Instructions for the task:
A verbatim transcription of every record below is required.

Stored data entries:
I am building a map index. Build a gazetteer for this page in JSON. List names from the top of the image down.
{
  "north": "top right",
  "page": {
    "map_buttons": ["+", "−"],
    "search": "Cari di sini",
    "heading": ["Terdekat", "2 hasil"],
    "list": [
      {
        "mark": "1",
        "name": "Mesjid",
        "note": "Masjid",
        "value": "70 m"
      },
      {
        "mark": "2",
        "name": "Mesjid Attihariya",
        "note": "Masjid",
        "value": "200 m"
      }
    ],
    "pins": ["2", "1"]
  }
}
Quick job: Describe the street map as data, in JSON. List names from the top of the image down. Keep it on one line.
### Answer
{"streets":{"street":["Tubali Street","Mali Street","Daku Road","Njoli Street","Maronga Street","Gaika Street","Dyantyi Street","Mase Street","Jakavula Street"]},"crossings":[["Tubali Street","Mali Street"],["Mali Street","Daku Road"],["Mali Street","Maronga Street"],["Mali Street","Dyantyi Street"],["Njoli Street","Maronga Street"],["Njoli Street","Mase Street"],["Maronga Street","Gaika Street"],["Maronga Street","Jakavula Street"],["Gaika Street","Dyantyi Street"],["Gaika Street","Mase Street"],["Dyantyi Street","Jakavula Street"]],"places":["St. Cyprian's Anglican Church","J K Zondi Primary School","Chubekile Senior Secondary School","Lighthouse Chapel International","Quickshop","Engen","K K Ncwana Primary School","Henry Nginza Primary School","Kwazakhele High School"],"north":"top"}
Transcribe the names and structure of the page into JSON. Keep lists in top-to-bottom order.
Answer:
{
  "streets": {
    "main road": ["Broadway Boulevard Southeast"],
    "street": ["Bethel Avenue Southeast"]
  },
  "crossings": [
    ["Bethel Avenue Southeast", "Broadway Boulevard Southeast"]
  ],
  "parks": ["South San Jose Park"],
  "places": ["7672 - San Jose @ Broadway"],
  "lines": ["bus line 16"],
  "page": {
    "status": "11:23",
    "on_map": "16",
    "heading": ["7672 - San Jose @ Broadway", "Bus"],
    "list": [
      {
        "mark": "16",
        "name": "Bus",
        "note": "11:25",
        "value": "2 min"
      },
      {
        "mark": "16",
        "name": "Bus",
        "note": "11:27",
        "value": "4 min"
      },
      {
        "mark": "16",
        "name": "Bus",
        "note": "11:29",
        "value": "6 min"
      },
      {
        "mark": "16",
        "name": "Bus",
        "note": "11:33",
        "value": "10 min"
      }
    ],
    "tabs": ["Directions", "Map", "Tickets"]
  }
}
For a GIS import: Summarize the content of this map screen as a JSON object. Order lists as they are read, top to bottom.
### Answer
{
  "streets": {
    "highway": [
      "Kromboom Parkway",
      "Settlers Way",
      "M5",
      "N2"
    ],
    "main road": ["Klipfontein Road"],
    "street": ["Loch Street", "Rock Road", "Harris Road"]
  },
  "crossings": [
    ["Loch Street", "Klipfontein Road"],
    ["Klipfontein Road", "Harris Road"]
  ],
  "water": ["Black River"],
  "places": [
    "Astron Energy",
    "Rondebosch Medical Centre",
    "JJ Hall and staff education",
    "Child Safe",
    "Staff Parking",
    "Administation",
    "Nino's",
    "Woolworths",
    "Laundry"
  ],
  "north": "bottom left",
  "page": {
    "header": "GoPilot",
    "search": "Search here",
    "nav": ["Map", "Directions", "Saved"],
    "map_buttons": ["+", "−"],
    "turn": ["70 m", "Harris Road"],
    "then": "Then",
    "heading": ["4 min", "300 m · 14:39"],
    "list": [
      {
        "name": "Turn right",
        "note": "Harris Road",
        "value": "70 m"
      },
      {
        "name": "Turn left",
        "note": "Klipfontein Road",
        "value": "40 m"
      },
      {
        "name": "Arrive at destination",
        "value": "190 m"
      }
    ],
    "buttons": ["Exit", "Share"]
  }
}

Your response:
I am building a map index. Build a gazetteer for this page in JSON. List names from the top of the image down.
{
  "north": "top right",
  "page": {
    "map_buttons": ["+", "−"],
    "search": "Cari di sini",
    "heading": ["Terdekat", "2 hasil"],
    "list": [
      {
        "mark": "1",
        "name": "Mesjid",
        "note": "Masjid",
        "value": "70 m"
      },
      {
        "mark": "2",
        "name": "Mesjid Attihariya",
        "note": "Masjid",
        "value": "200 m"
      }
    ],
    "pins": ["2", "1"]
  }
}
Quick job: Describe the street map as data, in JSON. List names from the top of the image down. Keep it on one line.
### Answer
{"streets":{"street":["Tubali Street","Mali Street","Daku Road","Njoli Street","Maronga Street","Gaika Street","Dyantyi Street","Mase Street","Jakavula Street"]},"crossings":[["Tubali Street","Mali Street"],["Mali Street","Daku Road"],["Mali Street","Maronga Street"],["Mali Street","Dyantyi Street"],["Njoli Street","Maronga Street"],["Njoli Street","Mase Street"],["Maronga Street","Gaika Street"],["Maronga Street","Jakavula Street"],["Gaika Street","Dyantyi Street"],["Gaika Street","Mase Street"],["Dyantyi Street","Jakavula Street"]],"places":["St. Cyprian's Anglican Church","J K Zondi Primary School","Chubekile Senior Secondary School","Lighthouse Chapel International","Quickshop","Engen","K K Ncwana Primary School","Henry Nginza Primary School","Kwazakhele High School"],"north":"top"}
Transcribe the names and structure of the page into JSON. Keep lists in top-to-bottom order.
Answer:
{
  "streets": {
    "main road": ["Broadway Boulevard Southeast"],
    "street": ["Bethel Avenue Southeast"]
  },
  "crossings": [
    ["Bethel Avenue Southeast", "Broadway Boulevard Southeast"]
  ],
  "parks": ["South San Jose Park"],
  "places": ["7672 - San Jose @ Broadway"],
  "lines": ["bus line 16"],
  "page": {
    "status": "11:23",
    "on_map": "16",
    "heading": ["7672 - San Jose @ Broadway", "Bus"],
    "list": [
      {
        "mark": "16",
        "name": "Bus",
        "note": "11:25",
        "value": "2 min"
      },
      {
        "mark": "16",
        "name": "Bus",
        "note": "11:27",
        "value": "4 min"
      },
      {
        "mark": "16",
        "name": "Bus",
        "note": "11:29",
        "value": "6 min"
      },
      {
        "mark": "16",
        "name": "Bus",
        "note": "11:33",
        "value": "10 min"
      }
    ],
    "tabs": ["Directions", "Map", "Tickets"]
  }
}
For a GIS import: Summarize the content of this map screen as a JSON object. Order lists as they are read, top to bottom.
### Answer
{
  "streets": {
    "highway": [
      "Kromboom Parkway",
      "Settlers Way",
      "M5",
      "N2"
    ],
    "main road": ["Klipfontein Road"],
    "street": ["Loch Street", "Rock Road", "Harris Road"]
  },
  "crossings": [
    ["Loch Street", "Klipfontein Road"],
    ["Klipfontein Road", "Harris Road"]
  ],
  "water": ["Black River"],
  "places": [
    "Astron Energy",
    "Rondebosch Medical Centre",
    "JJ Hall and staff education",
    "Child Safe",
    "Staff Parking",
    "Administation",
    "Nino's",
    "Woolworths",
    "Laundry"
  ],
  "north": "bottom left",
  "page": {
    "header": "GoPilot",
    "search": "Search here",
    "nav": ["Map", "Directions", "Saved"],
    "map_buttons": ["+", "−"],
    "turn": ["70 m", "Harris Road"],
    "then": "Then",
    "heading": ["4 min", "300 m · 14:39"],
    "list": [
      {
        "name": "Turn right",
        "note": "Harris Road",
        "value": "70 m"
      },
      {
        "name": "Turn left",
        "note": "Klipfontein Road",
        "value": "40 m"
      },
      {
        "name": "Arrive at destination",
        "value": "190 m"
      }
    ],
    "buttons": ["Exit", "Share"]
  }
}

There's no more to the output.